→ RECORD EXCERPTS
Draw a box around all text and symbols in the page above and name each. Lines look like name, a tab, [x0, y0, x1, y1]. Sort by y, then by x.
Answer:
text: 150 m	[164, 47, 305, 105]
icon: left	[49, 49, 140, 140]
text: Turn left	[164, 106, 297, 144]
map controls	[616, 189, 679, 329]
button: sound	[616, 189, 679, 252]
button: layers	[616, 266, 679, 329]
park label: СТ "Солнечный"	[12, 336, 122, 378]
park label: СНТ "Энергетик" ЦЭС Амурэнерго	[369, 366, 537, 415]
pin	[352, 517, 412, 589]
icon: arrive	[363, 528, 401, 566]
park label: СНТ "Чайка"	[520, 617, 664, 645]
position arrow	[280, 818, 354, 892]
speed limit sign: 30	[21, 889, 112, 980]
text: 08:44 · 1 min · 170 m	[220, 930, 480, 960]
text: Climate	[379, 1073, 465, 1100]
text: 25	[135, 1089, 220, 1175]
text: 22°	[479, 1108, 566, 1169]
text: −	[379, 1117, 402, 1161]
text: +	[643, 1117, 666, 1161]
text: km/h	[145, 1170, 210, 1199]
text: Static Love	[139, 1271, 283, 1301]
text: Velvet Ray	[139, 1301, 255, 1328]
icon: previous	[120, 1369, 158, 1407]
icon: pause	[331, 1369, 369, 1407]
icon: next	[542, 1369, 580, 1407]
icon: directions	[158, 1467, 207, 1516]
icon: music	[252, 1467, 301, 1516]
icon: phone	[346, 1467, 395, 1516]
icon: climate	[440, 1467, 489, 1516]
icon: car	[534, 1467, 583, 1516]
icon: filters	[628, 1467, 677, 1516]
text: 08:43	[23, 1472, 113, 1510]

→ WORK TASK
What lines in the material above include "label"? Copy every one of them.

→ OUTPUT
park label: СТ "Солнечный"	[12, 336, 122, 378]
park label: СНТ "Энергетик" ЦЭС Амурэнерго	[369, 366, 537, 415]
park label: СНТ "Чайка"	[520, 617, 664, 645]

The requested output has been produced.